IN JAPANESE WITH CHINESE SUBTITLES

TAIWAN RELEASE: TODAY


While the pig, P-chan, is presented in a cute way, Maeda does not avoid issues of the animal’s bodily functions and its disruption to the orderly conduct of the school. In fact, that’s really the point. School Days With a Pig emphasizes that life is a messy business.

Maeda proves particularly adept at handling his cast of children and their various ways of responding to the question of what will happen to P-chan. The arguments become passionate, but the debate about life and death never becomes improbable, and offers an insight into a child’s way of looking at the world, the ways they try to grapple with responsibility for another living thing. The children’s characters are allowed to emerge gradually through their different relations to the pig and their ideas about its future. It is a fine ensemble performance and a child star is notably absent.

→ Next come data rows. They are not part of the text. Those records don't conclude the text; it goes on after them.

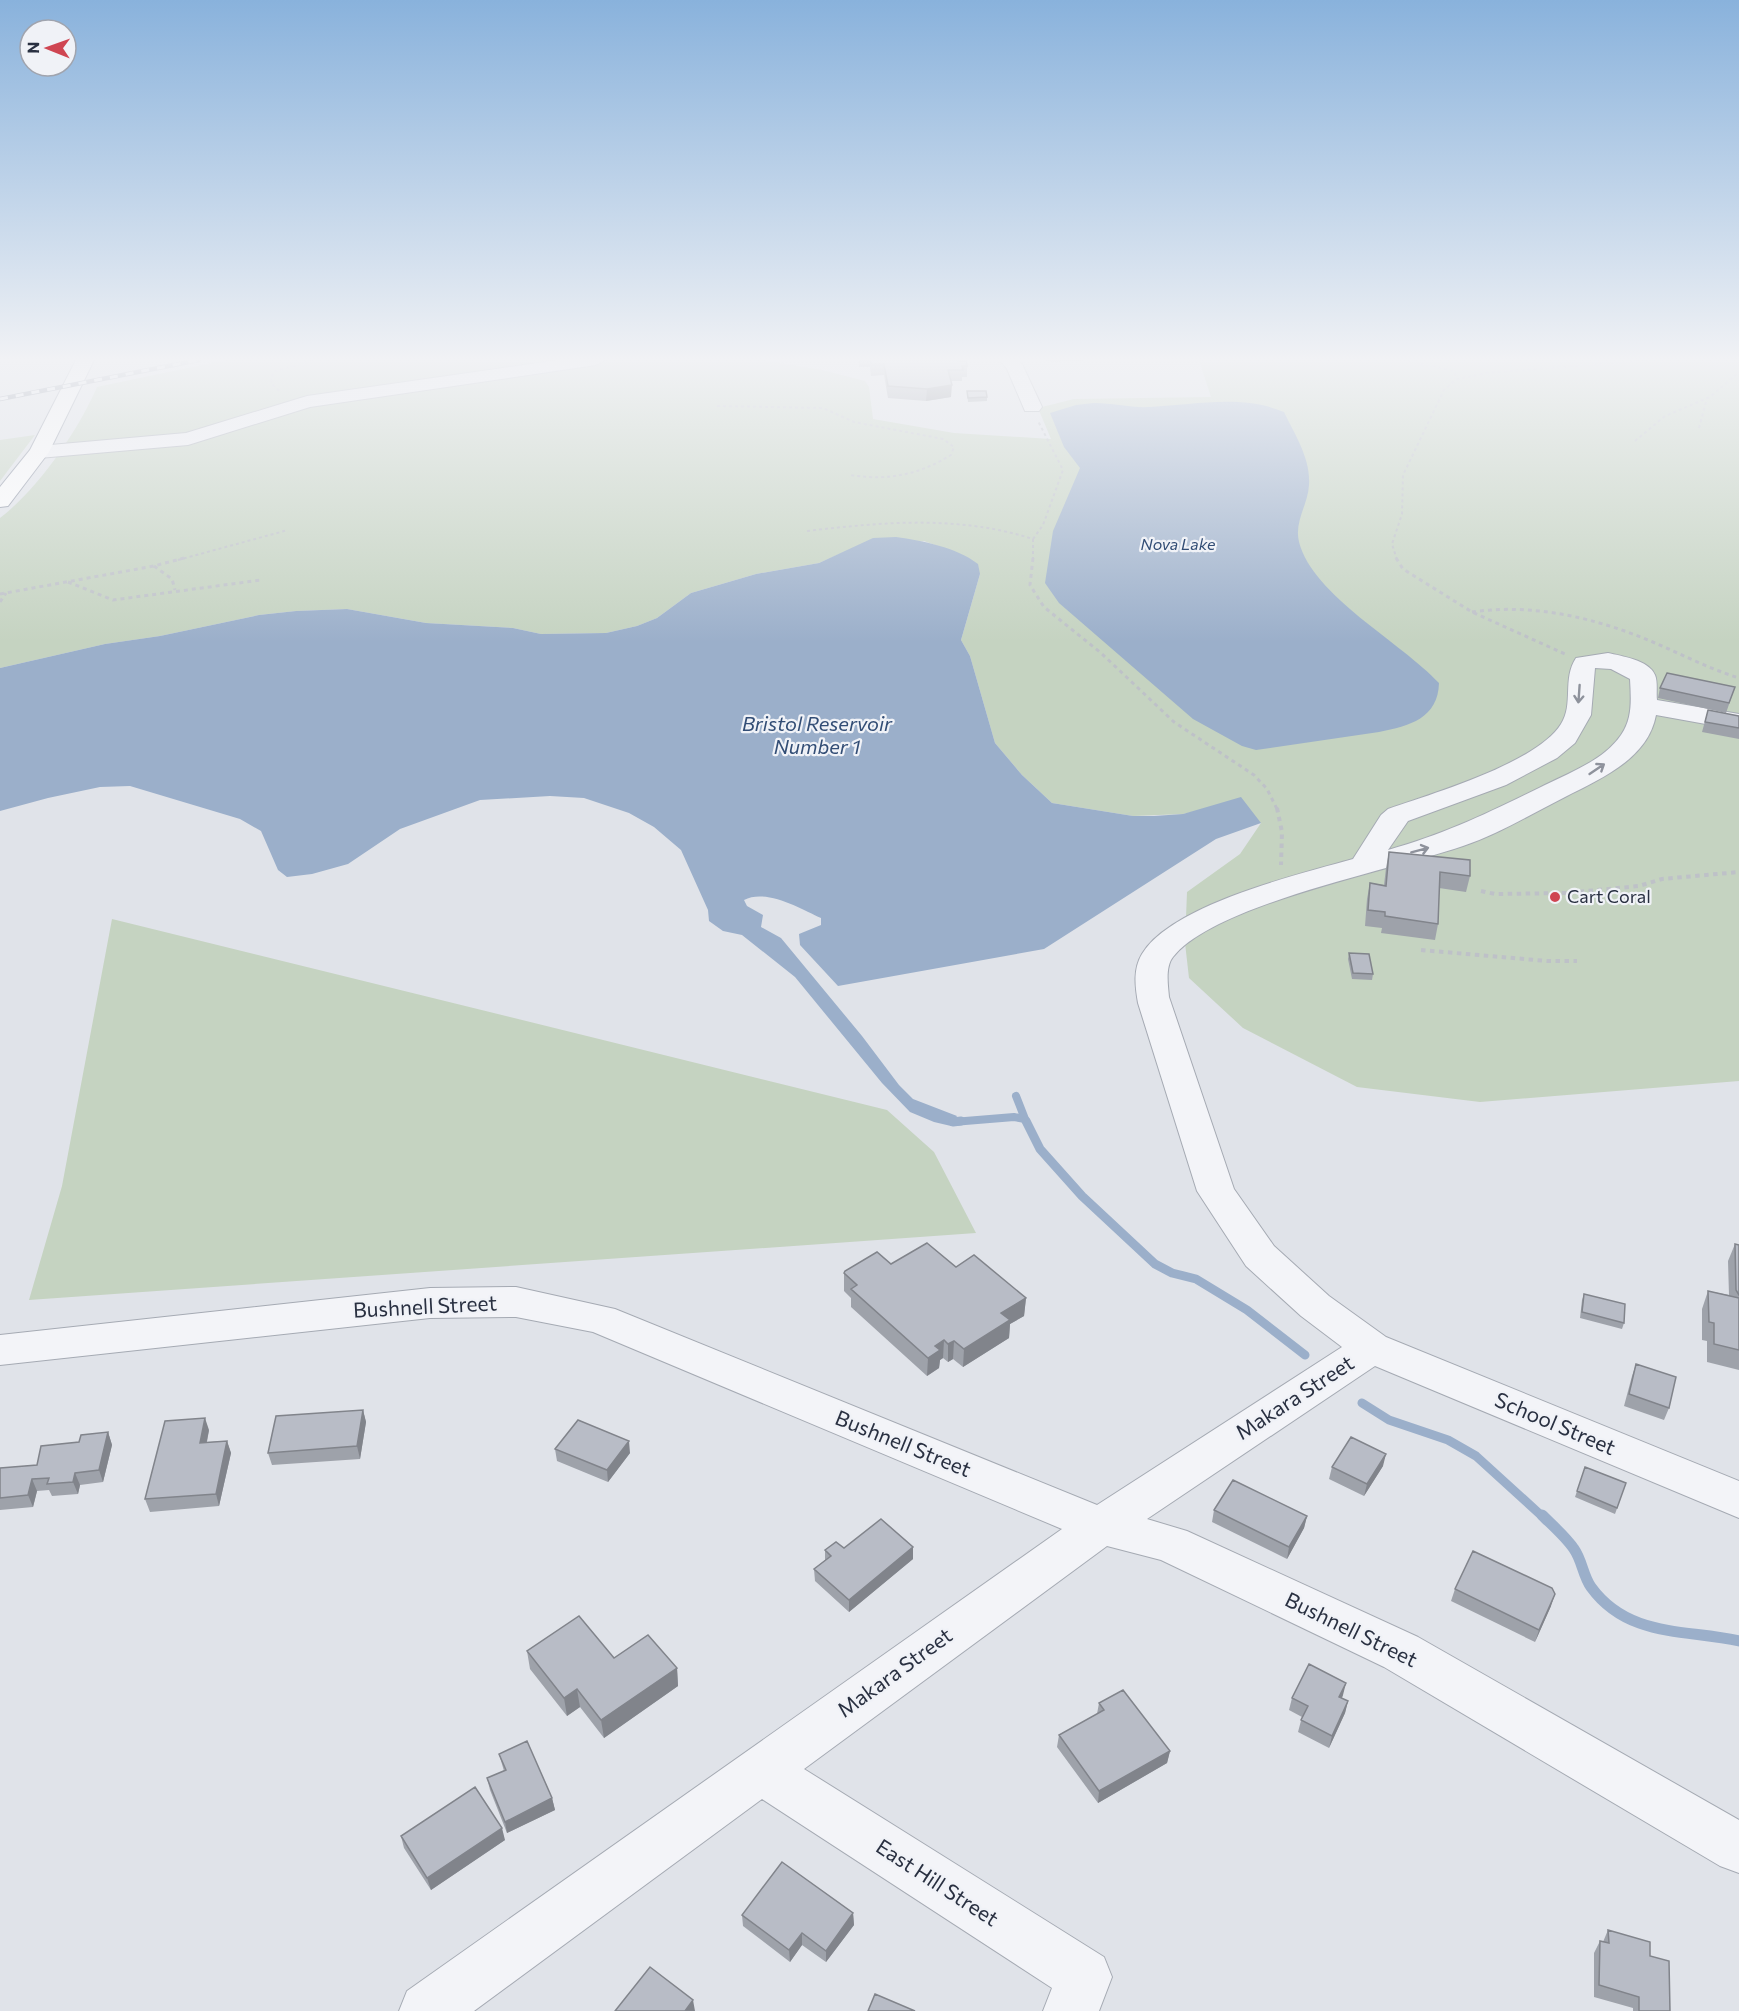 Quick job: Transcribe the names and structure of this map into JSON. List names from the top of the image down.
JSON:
{
  "streets": {
    "street": [
      "Bushnell Street",
      "Makara Street",
      "School Street",
      "East Hill Street"
    ]
  },
  "crossings": [
    ["Bushnell Street", "Makara Street"],
    ["Makara Street", "School Street"],
    ["Makara Street", "East Hill Street"]
  ],
  "water": ["Nova Lake", "Bristol Reservoir Number 1"],
  "places": ["Cart Coral"],
  "north": "left"
} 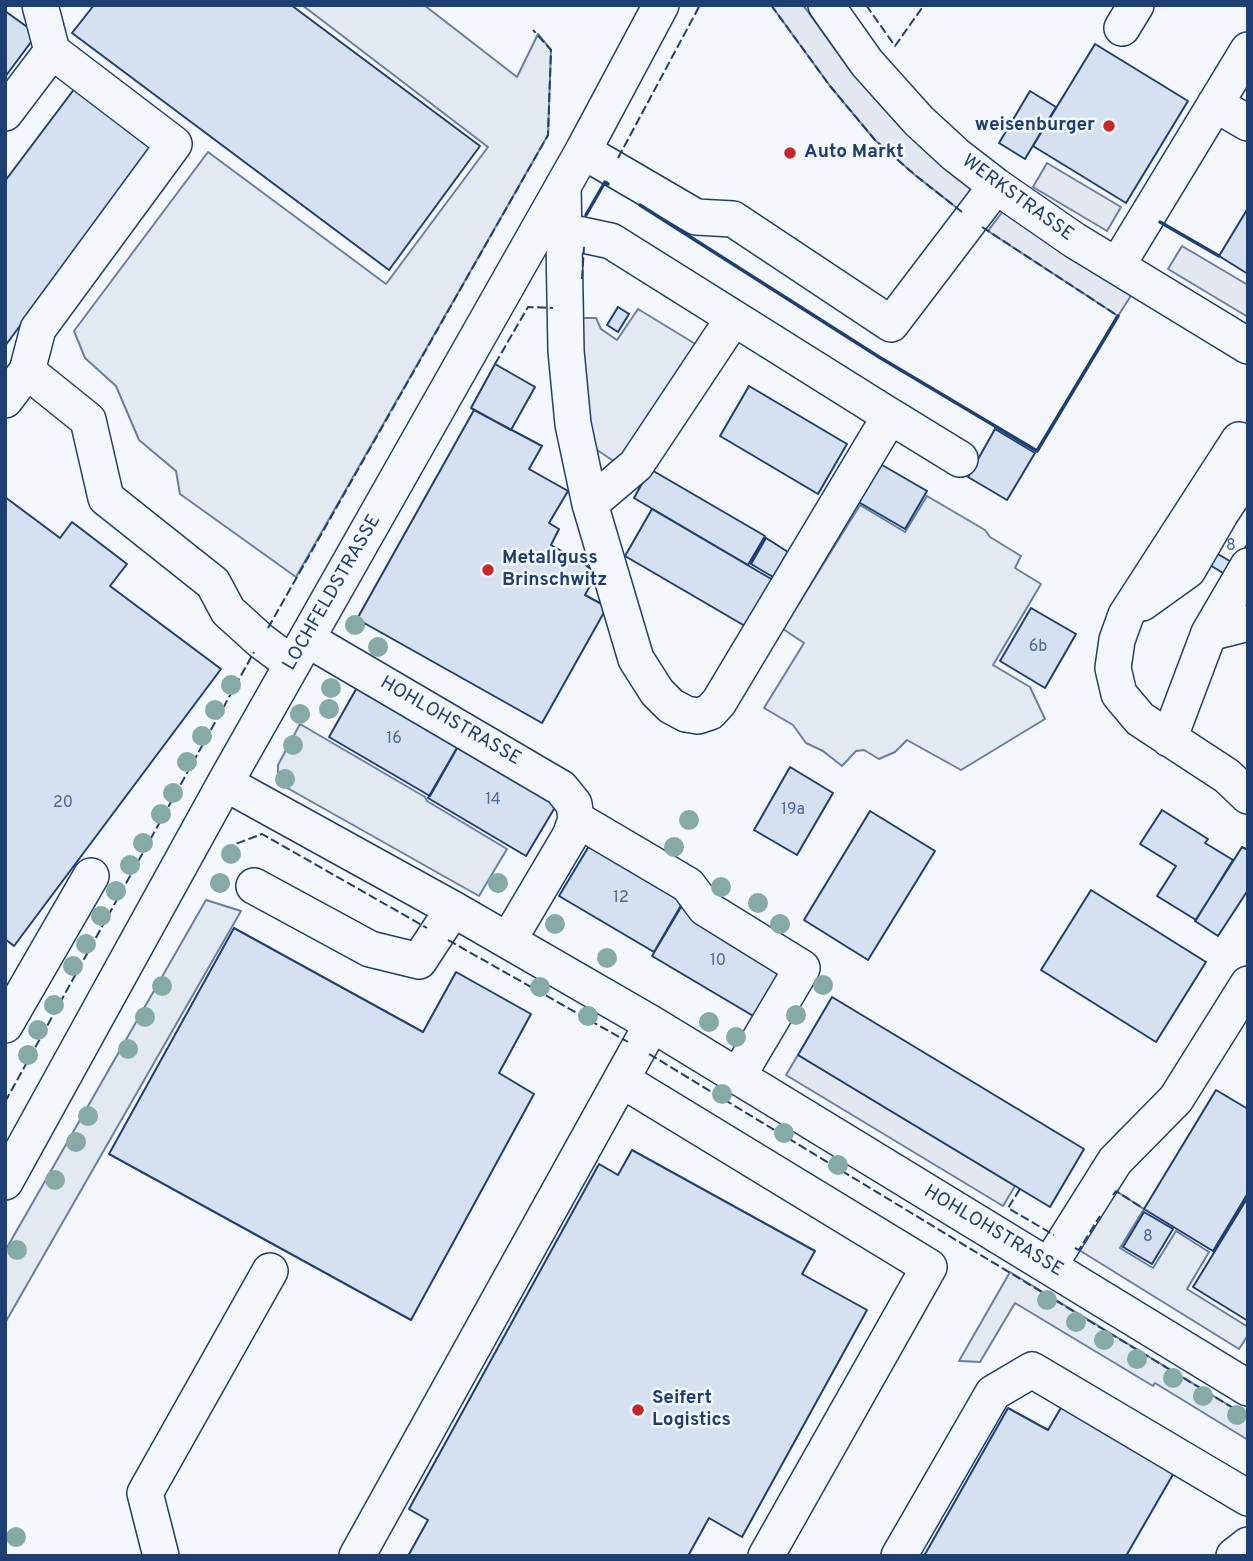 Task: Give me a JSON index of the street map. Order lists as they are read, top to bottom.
{
  "streets": {
    "street": ["WERKSTRASSE", "LOCHFELDSTRASSE", "HOHLOHSTRASSE"]
  },
  "crossings": [
    ["LOCHFELDSTRASSE", "HOHLOHSTRASSE"]
  ],
  "places": [
    "weisenburger",
    "Auto Markt",
    "Metallguss Brinschwitz",
    "Seifert Logistics"
  ],
  "house_numbers": [
    "8",
    "6b",
    "16",
    "14",
    "20",
    "19a",
    "12",
    "10",
    "8"
  ]
}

The adult cast also puts in a strong performance, with Mieko Harada particularly attractive as the sympathetic principal who supports Mr Hoshi in his unconventional educational experiment. Parents are very much on the fringe, but there are some good cameos, not least from one father, a pork butcher, who tries a matter-of-fact approach with his son about P-chan’s fate. Then there is the regular pork chop in the children’s bento boxes every lunchtime, a mundane object that becomes endowed with huge significance as the children think about where it comes from.